Murder of a Sweet Old Lady by Denise Swanson

(Scumble Mystery, #2)

When Skye’s beloved grandmother is found dead in her bed, the family consensus is natural causes. Still, Skye insists on an autopsy – an examination that proves the sweet old lady was, in fact, murdered! But who could have done the deadly deed? Skye is determined to find out, though her snooping doesn’t sit well with the relatives. Family tensions can mean only one thing: family secrets. And when a series of hooligan attacks on Skye’s property leads to an outright physical assault, Skye has to wonder if by exposing the rotten roots of her family tree, she’s one step closer to exposing the killer.

Despite finding the first book slightly lackluster, I wanted to give the series a continued chance. To my delight I enjoyed this one much better than the original, bumping it up a star, as Skye encounters a richer plot and more tension in her personal life. Despite the mystery and plot of the first, I didn't think there was enough basic tension to play off; here it's more impressive as Simon surprised me with some colors I never expected to see, Wally wooed me, and Skye's family was shown in a grimmer light.

Mystery wise, it was pretty damn good. I wouldn't have figured out the culprit from clues alone, even if I didn't leave surprised. I enjoyed the multitude of red herrings used to throw me off track, all without any clear motives. The plot 'twist' was a decent one, again not guessed early on by yours truly. The story begins well with Skye encountering yet another difficult set of parents - this is a major theme for the book - and I especially loved the ending wrap-up with her and her mother. Too cute. The middle was fast-paced and attention-grabbing, making the book go fast in a hurry.

Skye's a great character who fights her way through the bogus school system as a student psychologist, yet she's not unrealistic in the realities she must face and settle. I especially felt horrible for a certain boy who felt the brunt of the politically incorrect system, and couldn't imagine being in the position Skye was, where she had to be the bearer of bad news. If school shrinks really go through what she did in this book (a little less dramatic I'd hope), then it's not a glamorous job. She's also unusually displayed as a plus-sized individual, proud of the fact she's big boned, having thrown out the dieting fad a year ago, yet still exercising and just being happy with the way she is. What a refreshing change that can be to read about.

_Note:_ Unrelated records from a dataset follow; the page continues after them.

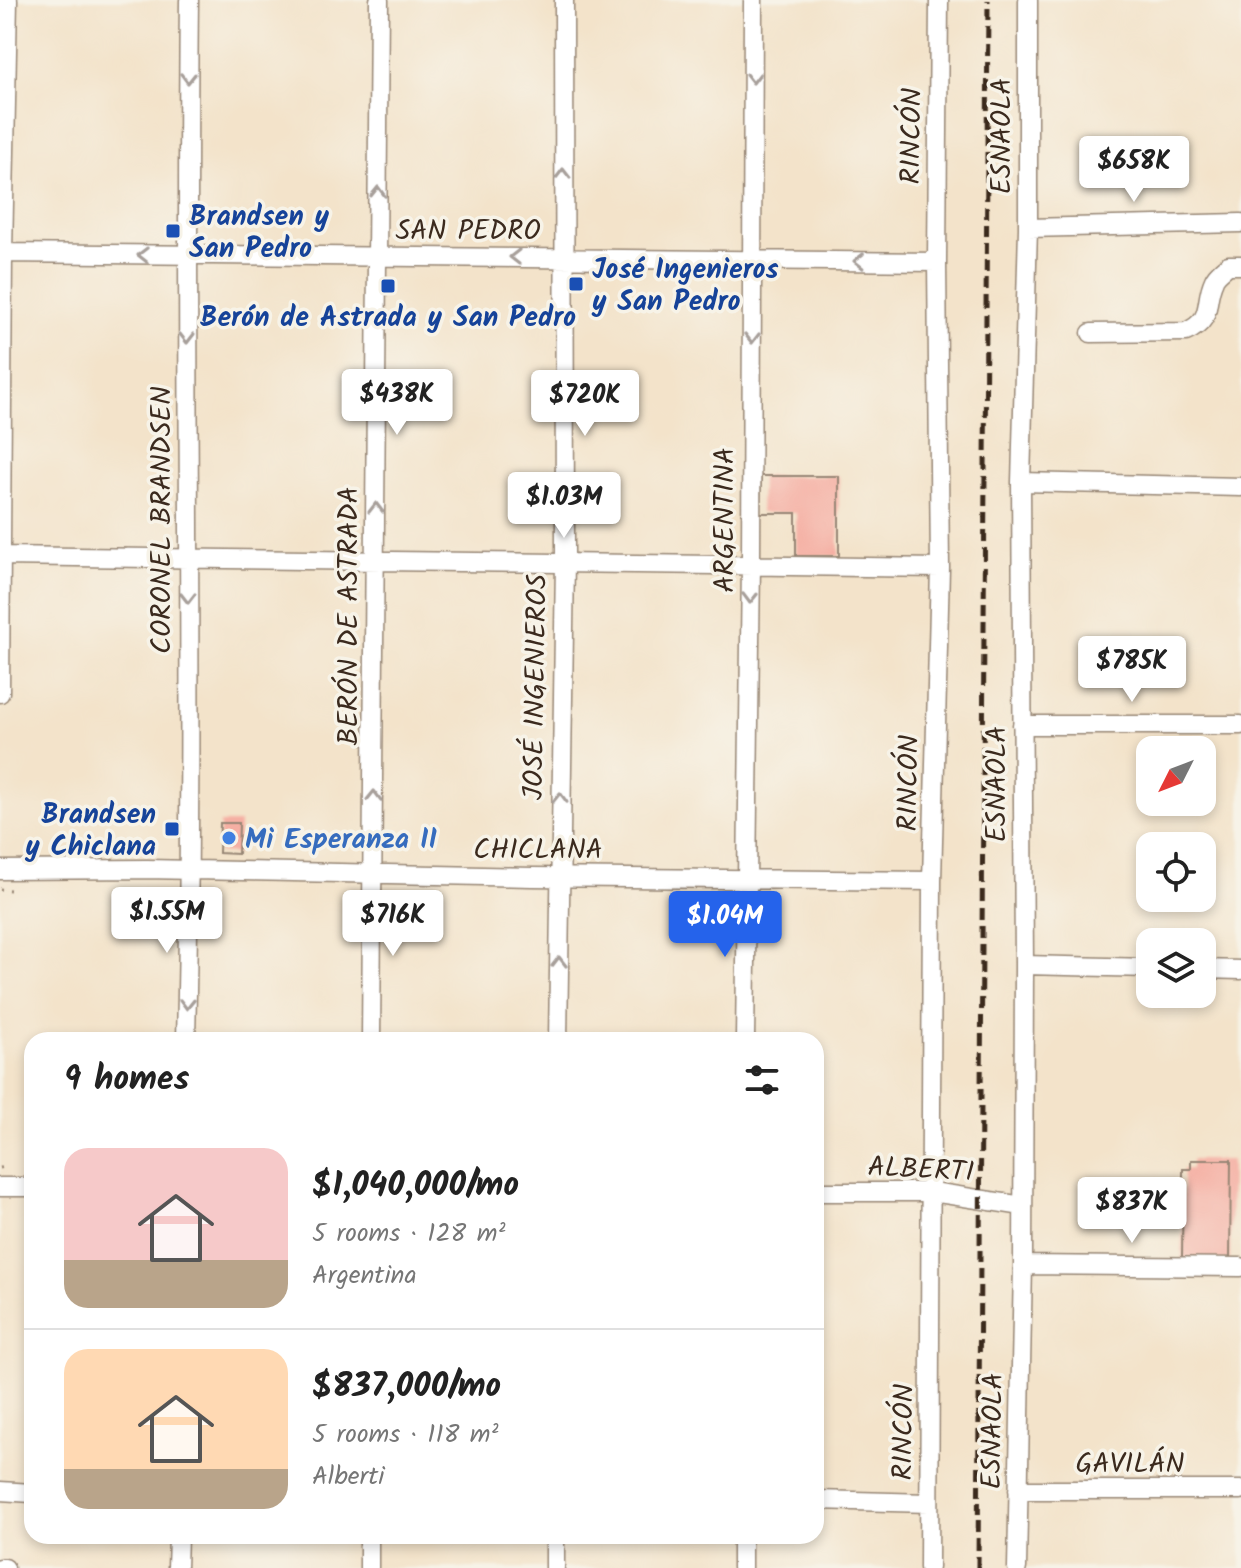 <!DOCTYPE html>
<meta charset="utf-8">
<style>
:root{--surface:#fff;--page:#f2f2f2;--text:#222;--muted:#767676;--line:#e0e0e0;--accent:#2563eb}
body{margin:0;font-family:Kalam,sans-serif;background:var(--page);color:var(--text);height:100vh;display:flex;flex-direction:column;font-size:30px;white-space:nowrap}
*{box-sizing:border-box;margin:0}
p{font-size:26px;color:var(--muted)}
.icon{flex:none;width:44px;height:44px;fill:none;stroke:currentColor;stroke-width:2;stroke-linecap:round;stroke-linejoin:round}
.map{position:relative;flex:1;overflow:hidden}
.sheet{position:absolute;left:24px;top:1032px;width:800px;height:512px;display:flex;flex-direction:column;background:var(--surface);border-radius:24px;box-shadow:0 4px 12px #0003}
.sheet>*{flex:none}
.needle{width:52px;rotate:228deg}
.fabs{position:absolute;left:1136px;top:736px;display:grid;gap:16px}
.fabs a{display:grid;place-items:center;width:80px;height:80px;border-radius:16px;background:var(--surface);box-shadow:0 4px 12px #0003;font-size:40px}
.price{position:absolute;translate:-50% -68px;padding:0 18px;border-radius:8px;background:#fff;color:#222;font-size:26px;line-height:52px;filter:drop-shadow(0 2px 4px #0008)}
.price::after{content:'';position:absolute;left:50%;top:48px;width:24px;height:18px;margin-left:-12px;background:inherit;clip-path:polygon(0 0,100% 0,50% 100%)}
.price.on{background:var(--accent);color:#fff}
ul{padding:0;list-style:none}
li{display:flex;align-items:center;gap:24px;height:200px;padding:0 40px}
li+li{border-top:2px solid var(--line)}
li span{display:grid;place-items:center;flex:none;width:224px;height:160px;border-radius:24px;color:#555}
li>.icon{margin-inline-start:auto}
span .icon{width:96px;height:96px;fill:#fffc;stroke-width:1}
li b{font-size:34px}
h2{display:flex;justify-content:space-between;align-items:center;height:96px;padding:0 40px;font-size:34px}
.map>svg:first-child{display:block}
</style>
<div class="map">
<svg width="1241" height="1568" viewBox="0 0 1241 1568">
<rect width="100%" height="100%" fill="#f7f3e8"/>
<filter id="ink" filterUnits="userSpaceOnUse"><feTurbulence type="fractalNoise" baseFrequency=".0125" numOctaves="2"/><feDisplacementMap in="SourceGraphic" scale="16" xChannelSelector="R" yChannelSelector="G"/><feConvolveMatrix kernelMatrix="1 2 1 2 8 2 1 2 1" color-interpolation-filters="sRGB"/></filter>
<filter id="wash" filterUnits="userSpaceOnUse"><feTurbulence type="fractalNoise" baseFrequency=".006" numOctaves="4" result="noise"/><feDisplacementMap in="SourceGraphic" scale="32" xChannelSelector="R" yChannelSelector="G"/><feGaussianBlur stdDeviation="1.8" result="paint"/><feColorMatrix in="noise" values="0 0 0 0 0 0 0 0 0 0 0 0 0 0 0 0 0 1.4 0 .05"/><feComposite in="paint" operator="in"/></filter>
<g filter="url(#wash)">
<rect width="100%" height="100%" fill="#f3e3ca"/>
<g id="blocks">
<path fill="#f5afa3" d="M761,476H839V556H796V513H760Z
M220,823H239L238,854L219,853Z
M1191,1160H1231L1230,1260L1182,1259L1183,1169H1191Z"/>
</g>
</g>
<g filter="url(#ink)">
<use href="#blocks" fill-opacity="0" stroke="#978674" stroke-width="2"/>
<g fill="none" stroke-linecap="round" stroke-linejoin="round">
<defs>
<path id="minor" d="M1028,228L1241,223
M0,253L937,262
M1091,333L1186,332C1215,319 1203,303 1214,280C1216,274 1224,269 1228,265H1241
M1021,482L1241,487
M0,556L940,568
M0,693L3,253L8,0
M1022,725H1241
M0,870L147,869L532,877L932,881
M1024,965L1150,968
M1202,969L1241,970
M186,1040C194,693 185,347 189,0
M371,1040L379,0
M558,1040L565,561L564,0
M745,1040L751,564L753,0
M0,1187H32
M816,1192H932L1023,1206
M1023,1265L1241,1267
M1018,1490H1241
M0,1491L32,1493
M816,1500L929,1503
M0,1568H5
M177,1568L178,1536
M369,1568V1536
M555,1568V1536
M742,1568V1536
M929,1568L932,881L940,568L937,262L939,0
M1017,1568L1023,1265L1024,965L1021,482L1028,228V0"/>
</defs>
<use href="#minor" stroke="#978674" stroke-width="21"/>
<path stroke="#978674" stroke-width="3" stroke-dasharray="2 6" stroke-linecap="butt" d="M0,889L10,890
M0,1168L5,1167"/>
<use href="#minor" stroke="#fff" stroke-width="18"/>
<path stroke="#3b2a1e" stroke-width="5" stroke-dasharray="12 6" stroke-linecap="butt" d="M978,1568L988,0"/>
</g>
<defs><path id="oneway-chevron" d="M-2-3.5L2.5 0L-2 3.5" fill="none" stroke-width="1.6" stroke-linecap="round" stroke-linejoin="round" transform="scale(2)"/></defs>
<g stroke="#a79f9a">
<use href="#oneway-chevron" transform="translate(188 78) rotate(91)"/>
<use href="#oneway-chevron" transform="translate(753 78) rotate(90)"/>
<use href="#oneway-chevron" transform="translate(563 174) rotate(-90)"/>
<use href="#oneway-chevron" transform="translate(378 192) rotate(-89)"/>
<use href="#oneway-chevron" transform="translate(143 255) rotate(-179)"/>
<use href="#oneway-chevron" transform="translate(515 257) rotate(-180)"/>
<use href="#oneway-chevron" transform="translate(859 261) rotate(-179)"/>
<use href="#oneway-chevron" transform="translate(187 338) rotate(90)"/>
<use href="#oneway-chevron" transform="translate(752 338) rotate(90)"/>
<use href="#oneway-chevron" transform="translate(376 508) rotate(-90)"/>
<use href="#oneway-chevron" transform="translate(188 598) rotate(90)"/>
<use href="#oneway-chevron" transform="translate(750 598) rotate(91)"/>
<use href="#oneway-chevron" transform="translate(374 796) rotate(-89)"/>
<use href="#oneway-chevron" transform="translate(560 798) rotate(-89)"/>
<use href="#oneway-chevron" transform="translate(559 962) rotate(-90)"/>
<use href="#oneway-chevron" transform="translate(187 1004) rotate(91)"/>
</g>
</g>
<g fill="#1a4fb4" stroke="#f7f3e8" stroke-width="3">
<rect x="165" y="223" width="16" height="16" rx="4"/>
<rect x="568" y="276" width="16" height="16" rx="4"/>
<rect x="380" y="278" width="16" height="16" rx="4"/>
<rect x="164" y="821" width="16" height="16" rx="4"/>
</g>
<circle fill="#3f7fe0" stroke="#f7f3e8" stroke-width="3" cx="229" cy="838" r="8"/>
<g text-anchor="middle" stroke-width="7" stroke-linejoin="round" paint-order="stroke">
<g font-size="28" fill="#3b2a1e" stroke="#f7f3e8">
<text transform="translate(910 136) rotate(-89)" y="10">RINCÓN</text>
<text transform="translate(1000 136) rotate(-90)" y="10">ESNAOLA</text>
<text x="468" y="239">SAN PEDRO</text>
<text transform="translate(160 520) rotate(-90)" y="10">CORONEL BRANDSEN</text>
<text transform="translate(723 520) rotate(-90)" y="10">ARGENTINA</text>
<text transform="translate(347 616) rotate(-90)" y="10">BERÓN DE ASTRADA</text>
<text transform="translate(534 687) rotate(-89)" y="10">JOSÉ INGENIEROS</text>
<text transform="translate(907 783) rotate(-89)" y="10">RINCÓN</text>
<text transform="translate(995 784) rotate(-90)" y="10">ESNAOLA</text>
<text x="538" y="858">CHICLANA</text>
<text transform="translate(921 1168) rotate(3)" y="10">ALBERTI</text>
<text transform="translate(991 1431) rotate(-89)" y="10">ESNAOLA</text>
<text transform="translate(902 1432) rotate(-89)" y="10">RINCÓN</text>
<text x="1130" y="1472">GAVILÁN</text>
</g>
<g font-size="28" font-weight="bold" fill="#164399" stroke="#f7f3e8" text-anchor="start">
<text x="189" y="225">Brandsen y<tspan x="189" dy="32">San Pedro</tspan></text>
<text x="592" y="278">José Ingenieros<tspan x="592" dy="32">y San Pedro</tspan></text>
<text x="388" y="326" text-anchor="middle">Berón de Astrada y San Pedro</text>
<text x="156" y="823" text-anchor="end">Brandsen<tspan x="156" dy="32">y Chiclana</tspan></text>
</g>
<g font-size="28" font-weight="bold" fill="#366cbe" stroke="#f7f3e8" text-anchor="start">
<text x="245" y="848">Mi Esperanza II</text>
</g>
</g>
</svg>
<div class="fabs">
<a><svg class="needle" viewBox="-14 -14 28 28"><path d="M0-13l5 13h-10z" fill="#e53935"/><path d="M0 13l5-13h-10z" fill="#767676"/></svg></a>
<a><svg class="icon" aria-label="locate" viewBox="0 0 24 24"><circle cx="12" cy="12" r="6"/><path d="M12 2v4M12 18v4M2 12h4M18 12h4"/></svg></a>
<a><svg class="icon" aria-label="layers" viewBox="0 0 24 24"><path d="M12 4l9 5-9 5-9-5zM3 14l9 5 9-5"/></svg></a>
</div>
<b class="price" style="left:1134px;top:204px">$658K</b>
<b class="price" style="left:397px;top:437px">$438K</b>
<b class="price" style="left:585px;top:438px">$720K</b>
<b class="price" style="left:564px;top:540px">$1.03M</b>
<b class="price" style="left:1132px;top:704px">$785K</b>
<b class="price" style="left:167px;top:955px">$1.55M</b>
<b class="price" style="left:393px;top:958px">$716K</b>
<b class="price on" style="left:725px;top:959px">$1.04M</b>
<b class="price" style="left:1132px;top:1245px">$837K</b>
<section class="sheet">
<h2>9 homes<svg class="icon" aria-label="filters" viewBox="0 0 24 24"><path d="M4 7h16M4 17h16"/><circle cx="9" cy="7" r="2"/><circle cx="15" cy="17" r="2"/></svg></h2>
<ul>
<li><span style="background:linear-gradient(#f6c9c9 70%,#b9a48a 0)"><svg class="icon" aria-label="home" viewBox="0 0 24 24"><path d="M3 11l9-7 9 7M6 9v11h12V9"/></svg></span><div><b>$1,040,000/mo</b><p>5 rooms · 128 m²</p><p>Argentina</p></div></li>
<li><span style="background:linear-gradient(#ffd9b3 75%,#b9a48a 0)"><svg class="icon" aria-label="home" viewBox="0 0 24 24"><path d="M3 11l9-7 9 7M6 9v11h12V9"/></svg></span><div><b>$837,000/mo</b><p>5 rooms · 118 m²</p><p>Alberti</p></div></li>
</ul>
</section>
</div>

Swanson decided to bring up relationship issues not touched upon much before, which I hold mixed feelings about. I can understand Skye's reluctance but it almost seems a bit too forced in this day and age and with her personality to last so long. Either way, we see a true side of another character, and I suppose that person's role is permanently changed. I did hold qualms with how she dealt with some of the family and town during the investigation, though. I mean, she's determined to solve her grandmothers death - obviously - but this seemed to overcome her need to be sensitive at certain moments. I thought she was a bit too ruthless at times, so that did irk me a little.

As before, this "cozy" mystery stayed warm and soothing, with violence implied and bloodshed nearly nonexistent. Characters worked well together, mixing up an interesting ensemble that propelled the story forward into a satisfying finale, even if her personal life was left an open book, obviously "to be continued."